I appreciate my good friend's offer on staying in session last week. It would have been nice if we'd have dealt with this 18 months ago. We've known it's been coming. We tried to do that twice.

I'm not sure the President would have been around last week. Frankly, he spent the last 6 weeks crisscrossing the country, campaigning and bludgeoning people, as opposed to having a dialogue. He did not bother to invite the Speaker, the Majority Leader, or the leader of the Senate or the minority leader of this House to a meeting until the very last day--the very last day. Now, that suggests to us there wasn't a great deal of interest in serious negotiations.

So, again, this process is going to allow that to occur.
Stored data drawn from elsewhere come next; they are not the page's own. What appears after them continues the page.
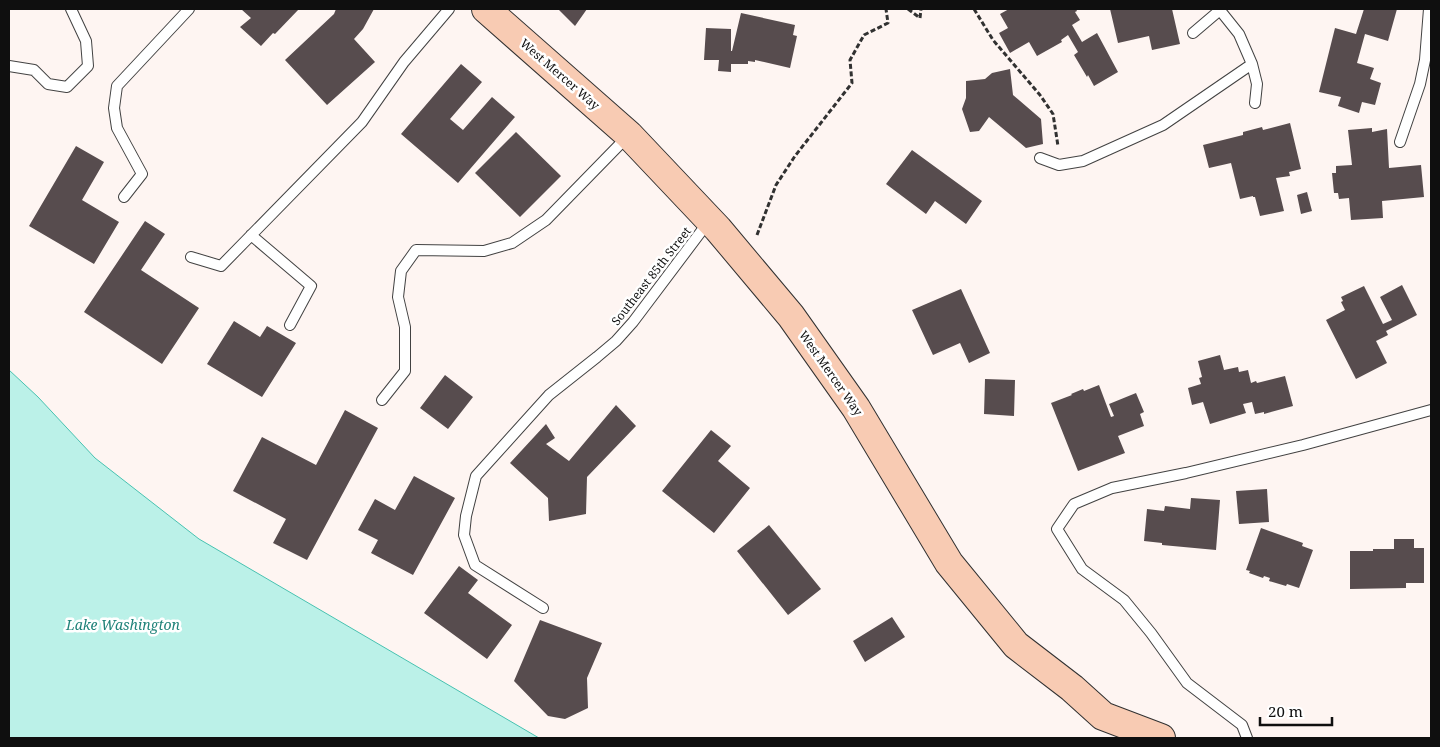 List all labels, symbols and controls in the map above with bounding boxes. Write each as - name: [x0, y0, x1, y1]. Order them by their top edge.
- street label: West Mercer Way: [517, 35, 604, 114]
- street label: Southeast 85th Street: [607, 223, 695, 329]
- street label: West Mercer Way: [795, 327, 867, 419]
- water label: Lake Washington: [65, 615, 181, 634]
- scale bar: [1260, 694, 1332, 726]
- text: 20 m: [1268, 701, 1303, 721] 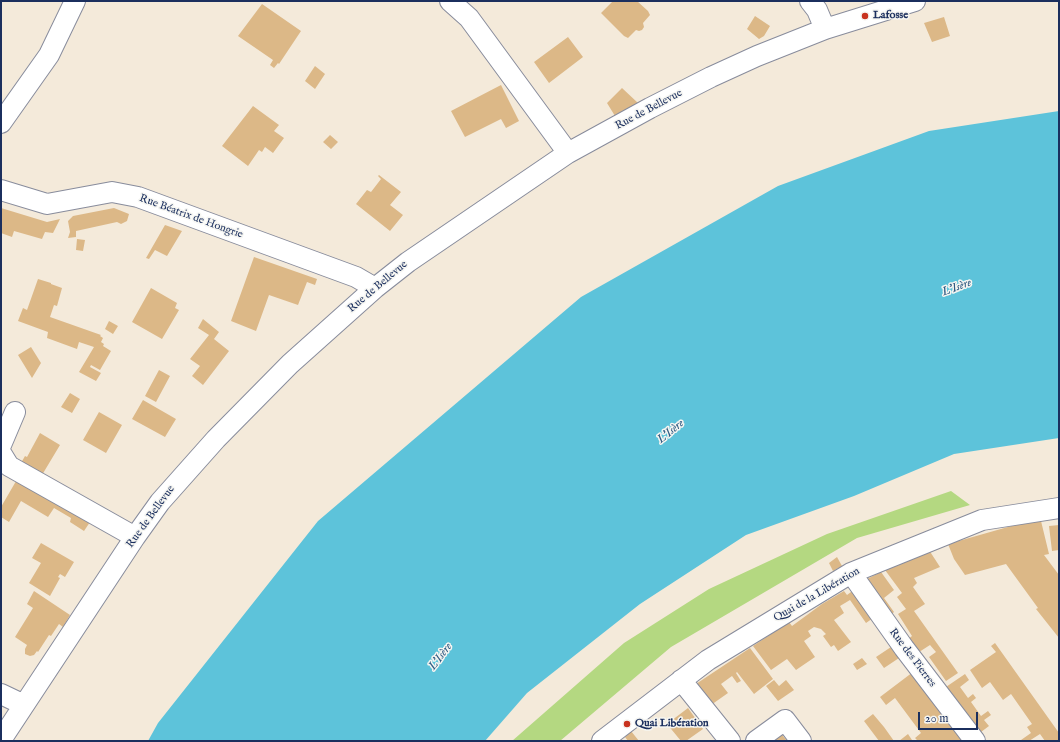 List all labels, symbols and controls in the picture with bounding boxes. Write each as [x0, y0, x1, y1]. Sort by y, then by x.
place label: Lafosse [873, 9, 908, 23]
marker: Lafosse [860, 11, 870, 21]
street label: Rue de Bellevue [613, 87, 685, 133]
street label: Rue Béatrix de Hongrie [137, 192, 245, 242]
street label: Rue de Bellevue [346, 258, 410, 316]
water label: L'Isère [940, 276, 974, 300]
water label: L'Isère [655, 417, 687, 447]
street label: Rue de Bellevue [124, 483, 178, 551]
street label: Quai de la Libération [772, 565, 862, 625]
street label: Rue des Pierres [886, 626, 938, 690]
water label: L'Isère [426, 641, 456, 673]
scale bar [920, 704, 980, 730]
text: 20 m [925, 711, 948, 726]
place label: Quai Libération [635, 717, 709, 731]
marker: Quai Libération [622, 719, 632, 729] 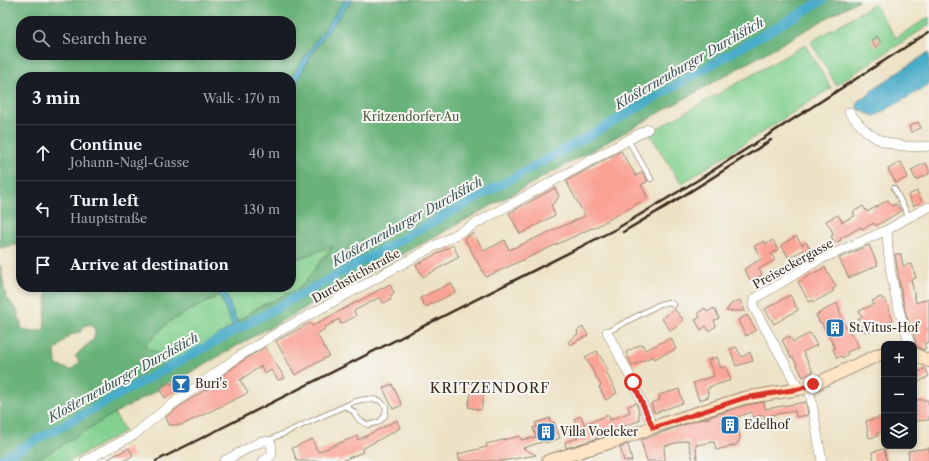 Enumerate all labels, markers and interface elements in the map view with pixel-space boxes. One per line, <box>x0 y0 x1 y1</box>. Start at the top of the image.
water label: Klosterneuburger Durchstich <box>611 14 766 113</box>
search box <box>16 16 296 60</box>
icon: search <box>30 27 52 49</box>
text: Search here <box>62 29 147 48</box>
text: 3 min <box>32 88 81 108</box>
text: Walk · 170 m <box>203 90 280 106</box>
park label: Kritzendorfer Au <box>363 109 460 124</box>
text: Continue <box>70 135 142 154</box>
icon: ahead <box>32 142 54 164</box>
text: 40 m <box>249 145 280 161</box>
text: Johann-Nagl-Gasse <box>70 154 189 170</box>
water label: Klosterneuburger Durchstich <box>328 173 485 270</box>
text: Turn left <box>70 191 139 210</box>
icon: left <box>32 198 54 220</box>
text: 130 m <box>244 201 280 217</box>
text: Hauptstraße <box>70 210 147 226</box>
street label: Preiseckergasse <box>750 235 836 292</box>
street label: Durchstichstraße <box>309 245 403 306</box>
icon: arrive <box>32 254 54 276</box>
text: Arrive at destination <box>70 255 229 274</box>
building icon: St.Vitus-Hof <box>824 317 846 339</box>
place label: St.Vitus-Hof <box>849 320 921 335</box>
water label: Klosterneuburger Durchstich <box>44 329 201 426</box>
map controls <box>881 341 917 449</box>
button: + <box>881 341 917 377</box>
bar icon: Buri's <box>170 373 192 395</box>
route start <box>624 373 642 391</box>
route end <box>804 375 822 393</box>
place label: Buri's <box>195 376 227 391</box>
button: − <box>881 377 917 413</box>
district label: KRITZENDORF <box>430 379 550 397</box>
button: layers <box>881 413 917 449</box>
building icon: Edelhof <box>719 414 741 436</box>
place label: Edelhof <box>744 417 791 432</box>
building icon: Villa Voelcker <box>535 421 557 443</box>
place label: Villa Voelcker <box>559 424 638 439</box>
We're going to advance our bill through this Chamber. It's going to have incorporated some of the work in the appropriations process. It's going to help the Defense Department a great deal.

We're waiting for our friends in the Senate to do the same thing. They're going to, undoubtedly, add some things. I think there will be a negotiation. I think we will end up in a good place. But we will preserve the spending reductions of the sequester in the final product of the bill.

With all due respect to my friend, revenue's off the table. You had revenue about 6, 8 weeks ago with no cuts. This time I suspect you're going to get cuts and no revenue.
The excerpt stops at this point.